*** Block opens ***

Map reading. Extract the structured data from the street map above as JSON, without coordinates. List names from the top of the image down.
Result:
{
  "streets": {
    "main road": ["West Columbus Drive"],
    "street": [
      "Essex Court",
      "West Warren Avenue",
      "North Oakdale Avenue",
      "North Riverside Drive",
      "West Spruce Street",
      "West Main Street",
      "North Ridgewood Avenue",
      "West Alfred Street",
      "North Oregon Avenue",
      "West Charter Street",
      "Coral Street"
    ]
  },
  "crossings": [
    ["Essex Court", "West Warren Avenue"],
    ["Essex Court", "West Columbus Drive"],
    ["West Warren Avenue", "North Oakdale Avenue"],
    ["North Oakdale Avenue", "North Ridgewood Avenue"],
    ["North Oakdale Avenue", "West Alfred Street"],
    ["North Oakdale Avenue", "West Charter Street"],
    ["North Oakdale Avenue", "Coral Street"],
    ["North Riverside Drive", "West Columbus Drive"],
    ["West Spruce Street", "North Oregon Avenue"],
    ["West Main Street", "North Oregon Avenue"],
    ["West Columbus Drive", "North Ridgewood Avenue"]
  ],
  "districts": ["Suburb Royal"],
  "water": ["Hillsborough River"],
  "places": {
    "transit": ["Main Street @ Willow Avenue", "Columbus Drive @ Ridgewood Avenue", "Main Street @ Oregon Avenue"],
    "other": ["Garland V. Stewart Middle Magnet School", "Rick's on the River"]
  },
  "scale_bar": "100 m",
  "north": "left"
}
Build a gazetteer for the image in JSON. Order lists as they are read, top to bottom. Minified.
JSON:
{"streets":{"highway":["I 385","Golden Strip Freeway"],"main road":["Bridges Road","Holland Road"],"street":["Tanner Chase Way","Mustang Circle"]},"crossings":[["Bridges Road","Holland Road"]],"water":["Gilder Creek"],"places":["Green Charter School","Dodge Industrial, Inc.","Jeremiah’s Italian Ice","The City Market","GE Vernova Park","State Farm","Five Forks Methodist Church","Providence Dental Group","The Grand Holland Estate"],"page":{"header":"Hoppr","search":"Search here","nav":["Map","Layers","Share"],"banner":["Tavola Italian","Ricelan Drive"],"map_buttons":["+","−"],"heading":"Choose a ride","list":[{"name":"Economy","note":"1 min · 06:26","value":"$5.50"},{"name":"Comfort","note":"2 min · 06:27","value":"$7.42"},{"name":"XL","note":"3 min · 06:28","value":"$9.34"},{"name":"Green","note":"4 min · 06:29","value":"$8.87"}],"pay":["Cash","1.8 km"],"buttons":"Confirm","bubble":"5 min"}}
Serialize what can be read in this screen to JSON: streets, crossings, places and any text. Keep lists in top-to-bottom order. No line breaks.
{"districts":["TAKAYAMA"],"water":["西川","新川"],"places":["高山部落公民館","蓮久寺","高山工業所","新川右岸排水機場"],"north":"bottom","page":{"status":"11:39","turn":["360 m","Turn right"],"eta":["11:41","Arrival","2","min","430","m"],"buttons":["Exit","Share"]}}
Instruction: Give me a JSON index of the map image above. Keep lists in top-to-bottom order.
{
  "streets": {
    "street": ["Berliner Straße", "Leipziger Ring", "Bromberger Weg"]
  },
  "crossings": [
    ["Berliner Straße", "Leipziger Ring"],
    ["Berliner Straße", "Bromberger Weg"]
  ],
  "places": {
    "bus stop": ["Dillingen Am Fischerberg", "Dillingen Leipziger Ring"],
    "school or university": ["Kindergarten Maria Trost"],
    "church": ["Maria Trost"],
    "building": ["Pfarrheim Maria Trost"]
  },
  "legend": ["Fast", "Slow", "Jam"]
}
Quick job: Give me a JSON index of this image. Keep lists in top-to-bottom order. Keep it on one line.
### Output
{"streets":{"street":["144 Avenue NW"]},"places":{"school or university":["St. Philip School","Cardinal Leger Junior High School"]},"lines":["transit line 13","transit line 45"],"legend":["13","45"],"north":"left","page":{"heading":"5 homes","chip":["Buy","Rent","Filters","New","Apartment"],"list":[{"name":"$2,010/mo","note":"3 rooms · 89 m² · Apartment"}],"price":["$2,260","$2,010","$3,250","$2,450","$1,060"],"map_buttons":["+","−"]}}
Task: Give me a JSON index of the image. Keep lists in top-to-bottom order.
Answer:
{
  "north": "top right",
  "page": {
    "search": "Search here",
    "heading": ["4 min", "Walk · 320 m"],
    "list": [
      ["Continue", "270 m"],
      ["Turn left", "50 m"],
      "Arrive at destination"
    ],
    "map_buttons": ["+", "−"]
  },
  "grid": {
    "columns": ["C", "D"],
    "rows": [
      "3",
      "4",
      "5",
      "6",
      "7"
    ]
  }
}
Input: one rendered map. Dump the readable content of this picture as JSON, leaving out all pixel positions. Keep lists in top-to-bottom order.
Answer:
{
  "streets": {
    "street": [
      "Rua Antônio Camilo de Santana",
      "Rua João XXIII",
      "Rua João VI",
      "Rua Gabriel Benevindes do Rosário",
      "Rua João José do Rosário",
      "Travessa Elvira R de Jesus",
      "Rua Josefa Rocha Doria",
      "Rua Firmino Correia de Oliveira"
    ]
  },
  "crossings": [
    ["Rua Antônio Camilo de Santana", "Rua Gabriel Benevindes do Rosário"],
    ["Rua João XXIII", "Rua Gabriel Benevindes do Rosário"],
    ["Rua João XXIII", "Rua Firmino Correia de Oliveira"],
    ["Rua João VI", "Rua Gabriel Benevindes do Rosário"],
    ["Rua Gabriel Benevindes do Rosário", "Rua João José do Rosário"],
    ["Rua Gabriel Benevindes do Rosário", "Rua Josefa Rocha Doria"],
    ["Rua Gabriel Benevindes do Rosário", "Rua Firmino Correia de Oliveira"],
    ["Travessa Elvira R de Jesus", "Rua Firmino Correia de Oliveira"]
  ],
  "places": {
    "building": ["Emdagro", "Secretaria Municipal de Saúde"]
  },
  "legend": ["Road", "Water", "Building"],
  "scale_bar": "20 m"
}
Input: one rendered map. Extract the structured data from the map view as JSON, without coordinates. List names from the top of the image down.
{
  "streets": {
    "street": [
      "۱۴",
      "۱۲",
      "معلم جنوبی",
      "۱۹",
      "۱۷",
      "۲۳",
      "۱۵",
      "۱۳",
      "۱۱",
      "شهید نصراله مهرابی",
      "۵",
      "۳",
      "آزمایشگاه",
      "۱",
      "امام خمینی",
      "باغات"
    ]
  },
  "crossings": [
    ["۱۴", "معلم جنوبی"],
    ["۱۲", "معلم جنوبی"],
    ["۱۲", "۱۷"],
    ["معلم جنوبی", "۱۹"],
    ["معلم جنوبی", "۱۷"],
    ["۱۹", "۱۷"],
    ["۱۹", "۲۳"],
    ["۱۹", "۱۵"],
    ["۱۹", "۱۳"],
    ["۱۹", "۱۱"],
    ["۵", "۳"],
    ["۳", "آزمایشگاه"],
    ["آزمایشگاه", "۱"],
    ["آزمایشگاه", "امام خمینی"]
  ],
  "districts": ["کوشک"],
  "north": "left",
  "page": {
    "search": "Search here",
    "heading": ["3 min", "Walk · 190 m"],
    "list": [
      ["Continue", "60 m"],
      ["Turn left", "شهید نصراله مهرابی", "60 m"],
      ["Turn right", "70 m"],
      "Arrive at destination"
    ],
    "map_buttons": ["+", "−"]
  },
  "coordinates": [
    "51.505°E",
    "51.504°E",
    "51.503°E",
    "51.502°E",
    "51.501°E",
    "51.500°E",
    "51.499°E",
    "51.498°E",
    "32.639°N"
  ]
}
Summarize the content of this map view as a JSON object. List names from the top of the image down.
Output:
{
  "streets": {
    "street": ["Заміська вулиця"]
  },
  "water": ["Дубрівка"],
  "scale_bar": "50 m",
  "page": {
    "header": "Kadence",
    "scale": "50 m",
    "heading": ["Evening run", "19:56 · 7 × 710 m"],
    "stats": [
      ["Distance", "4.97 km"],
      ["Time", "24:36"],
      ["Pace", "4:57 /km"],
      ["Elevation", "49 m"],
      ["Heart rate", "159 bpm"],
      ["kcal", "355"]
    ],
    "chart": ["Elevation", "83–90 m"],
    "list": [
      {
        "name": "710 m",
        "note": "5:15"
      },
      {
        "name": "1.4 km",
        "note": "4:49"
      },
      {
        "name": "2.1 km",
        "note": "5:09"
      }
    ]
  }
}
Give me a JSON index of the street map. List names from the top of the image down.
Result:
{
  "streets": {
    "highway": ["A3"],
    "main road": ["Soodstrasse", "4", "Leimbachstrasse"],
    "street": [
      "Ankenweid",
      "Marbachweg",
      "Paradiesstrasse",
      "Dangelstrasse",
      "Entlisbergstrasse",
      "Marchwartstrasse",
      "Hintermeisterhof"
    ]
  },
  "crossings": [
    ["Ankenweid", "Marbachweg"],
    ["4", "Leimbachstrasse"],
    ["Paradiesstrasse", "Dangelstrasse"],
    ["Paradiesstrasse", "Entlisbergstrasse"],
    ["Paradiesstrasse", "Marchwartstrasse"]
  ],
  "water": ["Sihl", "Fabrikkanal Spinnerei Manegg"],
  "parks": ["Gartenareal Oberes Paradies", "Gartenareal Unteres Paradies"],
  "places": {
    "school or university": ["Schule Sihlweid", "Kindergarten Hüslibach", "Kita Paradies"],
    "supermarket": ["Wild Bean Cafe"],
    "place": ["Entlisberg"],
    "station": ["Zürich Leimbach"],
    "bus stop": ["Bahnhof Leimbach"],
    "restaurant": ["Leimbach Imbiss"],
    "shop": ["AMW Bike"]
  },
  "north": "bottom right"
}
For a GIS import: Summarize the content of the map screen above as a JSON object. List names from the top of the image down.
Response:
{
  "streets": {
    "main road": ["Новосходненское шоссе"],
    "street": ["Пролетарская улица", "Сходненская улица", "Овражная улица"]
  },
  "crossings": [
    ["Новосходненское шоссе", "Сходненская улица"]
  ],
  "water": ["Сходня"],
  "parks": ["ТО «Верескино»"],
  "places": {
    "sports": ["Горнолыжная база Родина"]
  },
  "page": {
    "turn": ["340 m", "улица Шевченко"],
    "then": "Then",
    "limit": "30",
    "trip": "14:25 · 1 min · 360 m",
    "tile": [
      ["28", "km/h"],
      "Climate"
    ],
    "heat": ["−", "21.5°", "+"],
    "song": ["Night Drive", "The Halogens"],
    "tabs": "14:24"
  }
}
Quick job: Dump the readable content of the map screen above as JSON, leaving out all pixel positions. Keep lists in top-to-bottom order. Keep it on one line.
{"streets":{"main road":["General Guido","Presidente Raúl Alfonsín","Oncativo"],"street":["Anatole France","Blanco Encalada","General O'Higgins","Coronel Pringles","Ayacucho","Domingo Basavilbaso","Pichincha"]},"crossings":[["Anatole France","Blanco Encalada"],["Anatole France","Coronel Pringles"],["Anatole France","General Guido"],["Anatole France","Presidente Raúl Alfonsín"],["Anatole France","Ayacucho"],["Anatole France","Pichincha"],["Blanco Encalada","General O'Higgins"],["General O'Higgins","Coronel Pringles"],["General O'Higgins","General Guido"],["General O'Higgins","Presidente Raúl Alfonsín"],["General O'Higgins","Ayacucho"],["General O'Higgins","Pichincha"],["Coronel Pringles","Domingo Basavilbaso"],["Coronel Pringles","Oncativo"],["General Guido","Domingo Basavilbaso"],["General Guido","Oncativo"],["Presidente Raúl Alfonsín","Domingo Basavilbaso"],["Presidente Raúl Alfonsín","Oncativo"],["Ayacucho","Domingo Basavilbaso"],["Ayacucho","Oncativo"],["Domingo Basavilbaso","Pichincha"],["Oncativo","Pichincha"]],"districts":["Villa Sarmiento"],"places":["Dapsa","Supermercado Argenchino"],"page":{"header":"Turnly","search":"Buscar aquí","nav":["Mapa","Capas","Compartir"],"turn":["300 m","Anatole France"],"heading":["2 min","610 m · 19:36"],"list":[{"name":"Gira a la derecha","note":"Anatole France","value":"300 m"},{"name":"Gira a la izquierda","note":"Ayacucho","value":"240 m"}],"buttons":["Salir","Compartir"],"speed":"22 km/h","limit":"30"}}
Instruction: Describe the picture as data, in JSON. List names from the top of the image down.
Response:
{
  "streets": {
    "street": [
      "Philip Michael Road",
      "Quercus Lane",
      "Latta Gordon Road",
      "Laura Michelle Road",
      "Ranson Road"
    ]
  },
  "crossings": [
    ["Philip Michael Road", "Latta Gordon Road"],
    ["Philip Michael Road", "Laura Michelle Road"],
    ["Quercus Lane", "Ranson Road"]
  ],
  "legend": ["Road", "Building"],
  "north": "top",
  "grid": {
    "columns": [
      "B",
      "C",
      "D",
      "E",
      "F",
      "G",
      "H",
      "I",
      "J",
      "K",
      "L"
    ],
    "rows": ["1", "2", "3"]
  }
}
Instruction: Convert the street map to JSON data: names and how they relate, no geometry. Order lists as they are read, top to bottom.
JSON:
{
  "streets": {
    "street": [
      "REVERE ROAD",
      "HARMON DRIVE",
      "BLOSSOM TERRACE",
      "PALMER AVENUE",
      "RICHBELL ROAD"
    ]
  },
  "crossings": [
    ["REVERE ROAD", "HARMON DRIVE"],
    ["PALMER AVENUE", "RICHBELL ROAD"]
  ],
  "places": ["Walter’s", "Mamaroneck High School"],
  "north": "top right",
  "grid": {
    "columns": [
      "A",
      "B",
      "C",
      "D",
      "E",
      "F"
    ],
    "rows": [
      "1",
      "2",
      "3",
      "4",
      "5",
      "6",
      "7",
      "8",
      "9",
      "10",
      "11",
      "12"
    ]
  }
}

*** Block closes ***

* [Work order] Only lines that contain "Firmino" are needed, so copy each of them from the data.

* [Result of this exercise]
      "Rua Firmino Correia de Oliveira"
    ["Rua João XXIII", "Rua Firmino Correia de Oliveira"],
    ["Rua Gabriel Benevindes do Rosário", "Rua Firmino Correia de Oliveira"],
    ["Travessa Elvira R de Jesus", "Rua Firmino Correia de Oliveira"]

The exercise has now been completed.